Here’s an easy tip for those of you that are planning on painting the trim in a carpeted room:

Buy one of these:

It’s a 12 inch wide joint compound knife.  Usually people use them to shmear spackle into holes in their wall.  But now it is going to help you keep your semi-gloss off your berber (or shag…or whatever else carpet you may have!).

Step #1 - tape off your trim at the top where it meets the wall….or don’t if you feel extra confident about your steady hand.  Then lay your knife next to your trim so that the edge is butted up against your trimwork. 

Step #2 – Lift your knife to an angle with your non-paintbrush-hand.

You are gonna wanna make sure no carpet particles are trapped between your knife and your trimwork.  You are compressing the carpet so that you can get the best possible carpet protection.

Step #3 – Dip &  Dab

Load your paintbrush and get the majority of the excess paint onto your trim at the top where the wall meets your trimwork.  You want to end up with a paintbrush that has paint on it but isn’t dripping.  This is important prep for the next step.

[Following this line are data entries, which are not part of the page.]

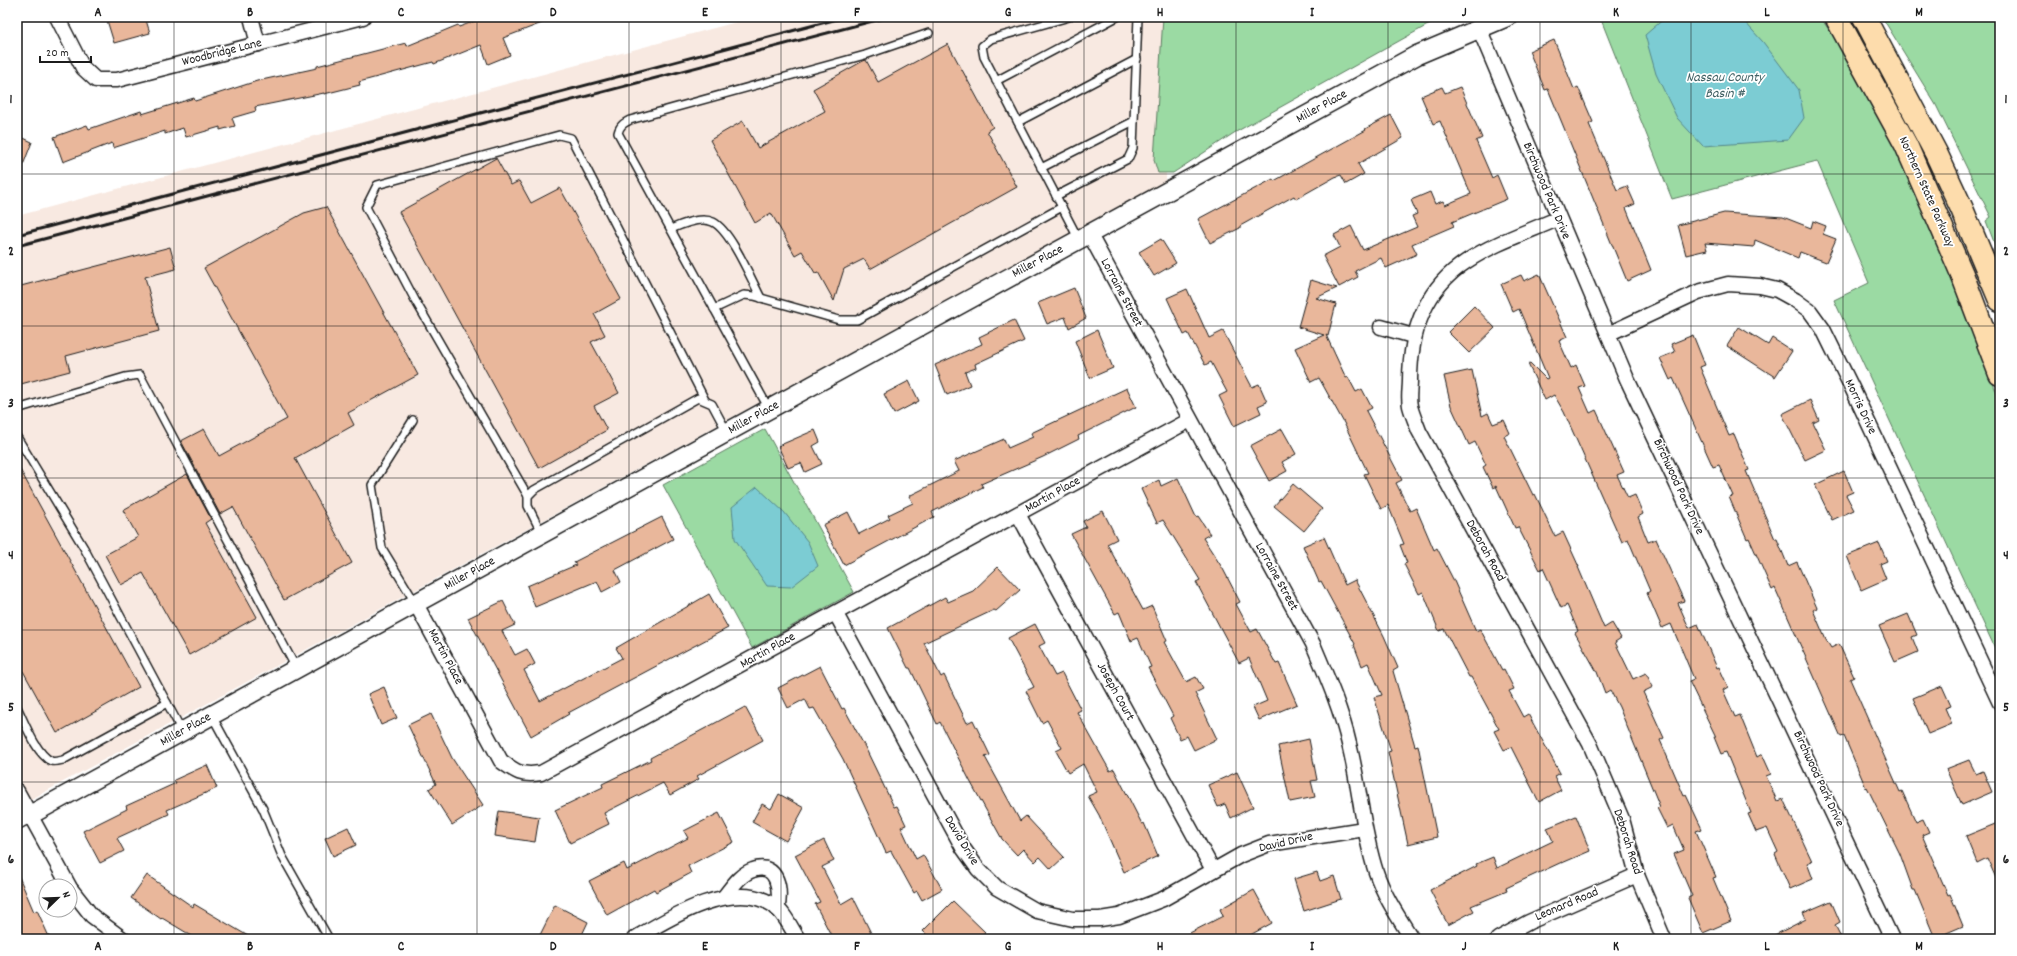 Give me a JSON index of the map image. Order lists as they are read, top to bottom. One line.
{"streets":{"highway":["Northern State Parkway"],"street":["Woodbridge Lane","Miller Place","Birchwood Park Drive","Lorraine Street","Morris Drive","Martin Place","Deborah Road","Joseph Court","David Drive","Leonard Road"]},"crossings":[["Miller Place","Birchwood Park Drive"],["Miller Place","Lorraine Street"],["Miller Place","Martin Place"],["Birchwood Park Drive","Morris Drive"],["Birchwood Park Drive","Deborah Road"],["Lorraine Street","Martin Place"],["Lorraine Street","David Drive"],["Martin Place","Joseph Court"],["Martin Place","David Drive"],["Deborah Road","Leonard Road"],["Joseph Court","David Drive"]],"water":["Nassau County Basin #"],"scale_bar":"20 m","north":"top right","grid":{"columns":["A","B","C","D","E","F","G","H","I","J","K","L","M"],"rows":["1","2","3","4","5","6"]}} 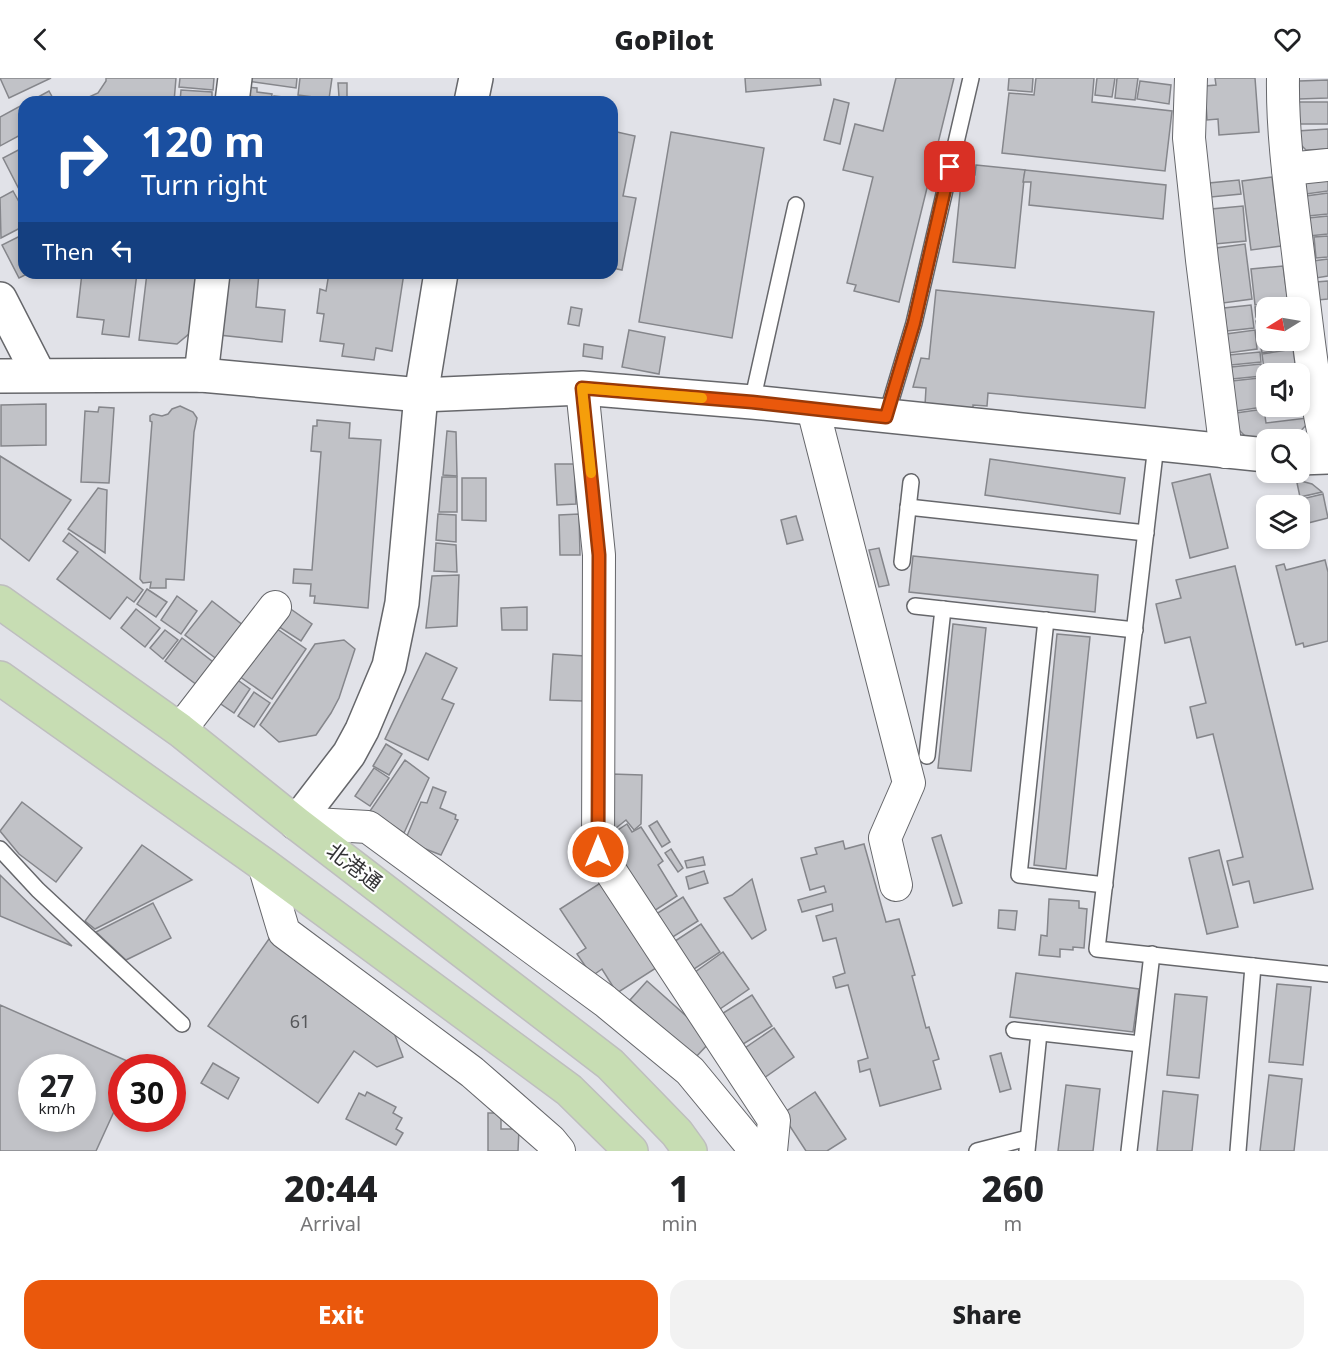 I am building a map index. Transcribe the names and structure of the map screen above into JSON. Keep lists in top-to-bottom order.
{
  "streets": {
    "main road": ["北港通"]
  },
  "house_numbers": ["61"],
  "north": "left",
  "page": {
    "header": "GoPilot",
    "turn": ["120 m", "Turn right"],
    "then": "Then",
    "speed": "27 km/h",
    "limit": "30",
    "eta": [
      "20:44",
      "Arrival",
      "1",
      "min",
      "260",
      "m"
    ],
    "buttons": ["Exit", "Share"]
  }
}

Step #4 – Attack above the Crack

Now with your still wet paintbrush, run the brush along the trim slightly above the knife.  Make sure to hold the knife firmly against your trim and allow no excess paint to drip down into the crack.  You are going to apply the paint directly…don’t be scared if the knife gets paint on it… 

Step #5 – Finish Painting the Trim

Paint the rest of the trim above the knife so that it is thoroughly covered with a thin layer of paint.  Keeping the knife at the same lifted angle  (around 45 degrees), slide the knife over to the next portion of trim & repeat steps #3 and #4. 

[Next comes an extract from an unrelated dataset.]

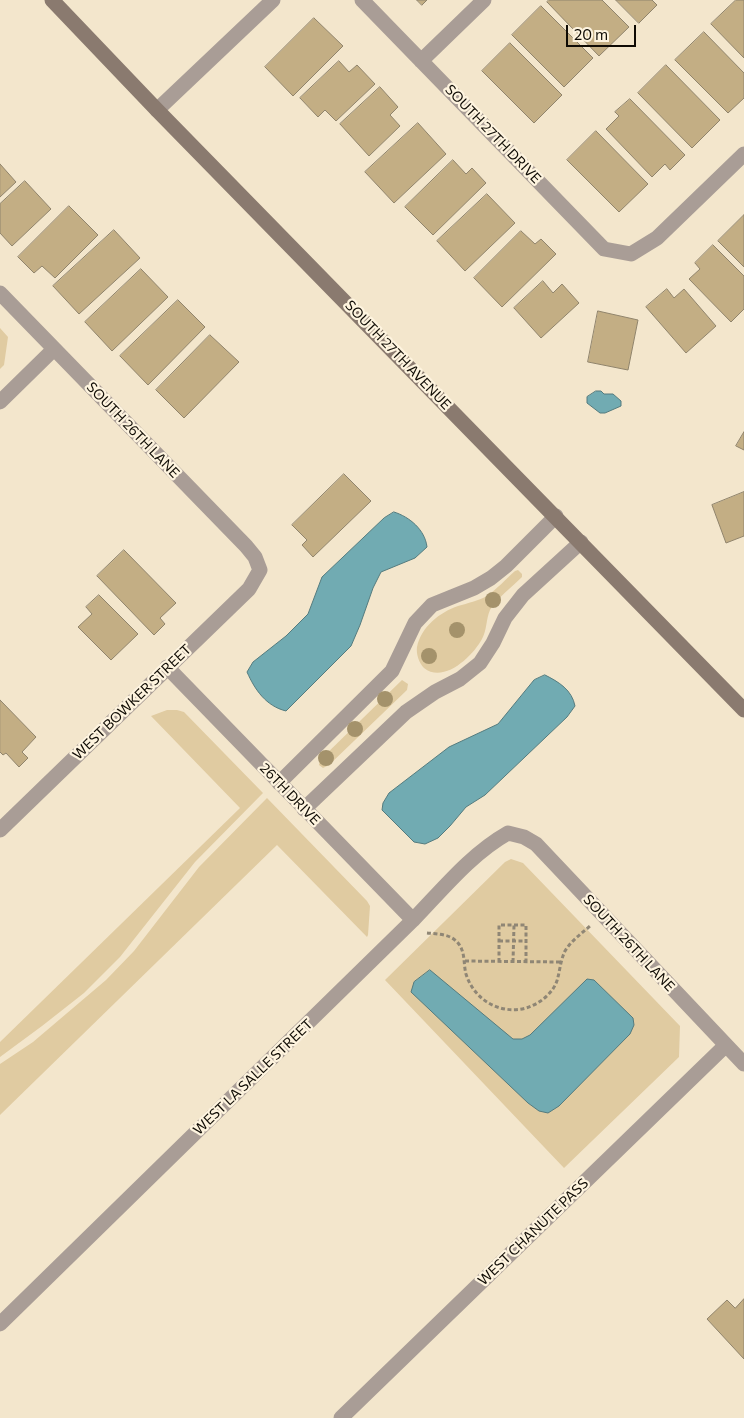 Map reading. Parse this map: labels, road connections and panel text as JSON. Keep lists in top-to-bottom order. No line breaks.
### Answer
{"streets":{"main road":["SOUTH 27TH AVENUE"],"street":["SOUTH 27TH DRIVE","SOUTH 26TH LANE","WEST BOWKER STREET","26TH DRIVE","WEST LA SALLE STREET","WEST CHANUTE PASS"]},"crossings":[["SOUTH 26TH LANE","WEST BOWKER STREET"],["SOUTH 26TH LANE","WEST LA SALLE STREET"],["SOUTH 26TH LANE","WEST CHANUTE PASS"],["WEST BOWKER STREET","26TH DRIVE"],["26TH DRIVE","WEST LA SALLE STREET"]],"scale_bar":"20 m"}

If at any time your knife gets fuzz or overloaded with paint drips – do not attempt to slide & keep painting.  Just continue to step #6.

Step #6 – Lower & Remove

To remove the knife from the trim without having paint particles on your carpet, first lower the handle of the knife to the floor while keeping pressure on the blade.

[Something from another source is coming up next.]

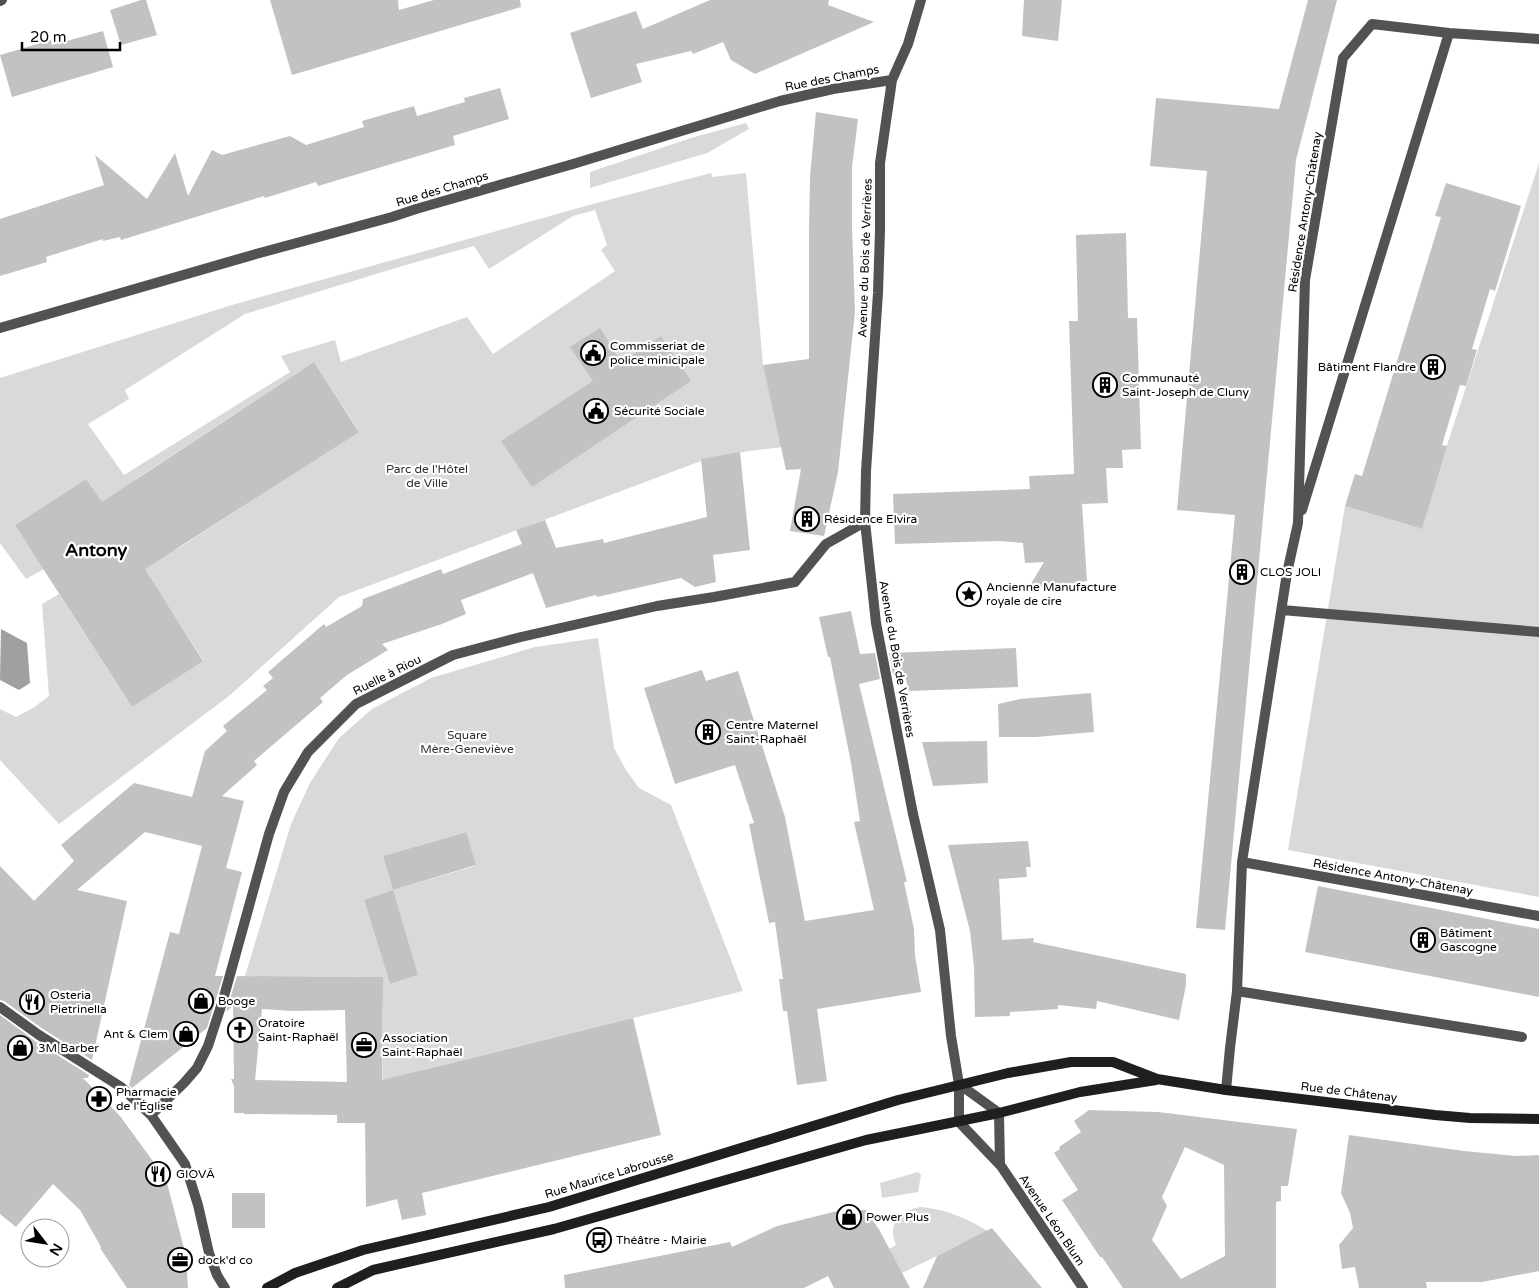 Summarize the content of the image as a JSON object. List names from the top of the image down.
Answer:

Then lift & remove at the same time.  This will ensure that no paint from the knife will get on your carpet.

Step #7 – Swipe & Wipe

Sometimes there will be excess paint on the knife.  This is when it is necessary to wipe before continuing with your carpet-protection-painting-technique.  Simply take a paper towel and wipe both sides of the knife firmly until all wet paint has been removed.

There you have it folks…an easy & fast way to protect your carpet while touching up your trim!  I used to use cardboard for this same effect but in the end, preferred the joint compound knife because it had a handle and was thinner – providing a way for me to get right up close & personal with that carpet without changing the hue.  Plus, it was a lot easier to clean up & was reusable!

So that is my painting tip for the time-being…any other tips out there from you DIYers?  Anyone have a fail-safe way (like USE A JOINT COMPOUND KNIFE) to paint better?  Or maybe you are one of those scissor-sporters…you know, if the carpet gets painted, you just trim the carpet down a bit?   Please don’t say that you do that folks.  Carpet doesn’t grow back.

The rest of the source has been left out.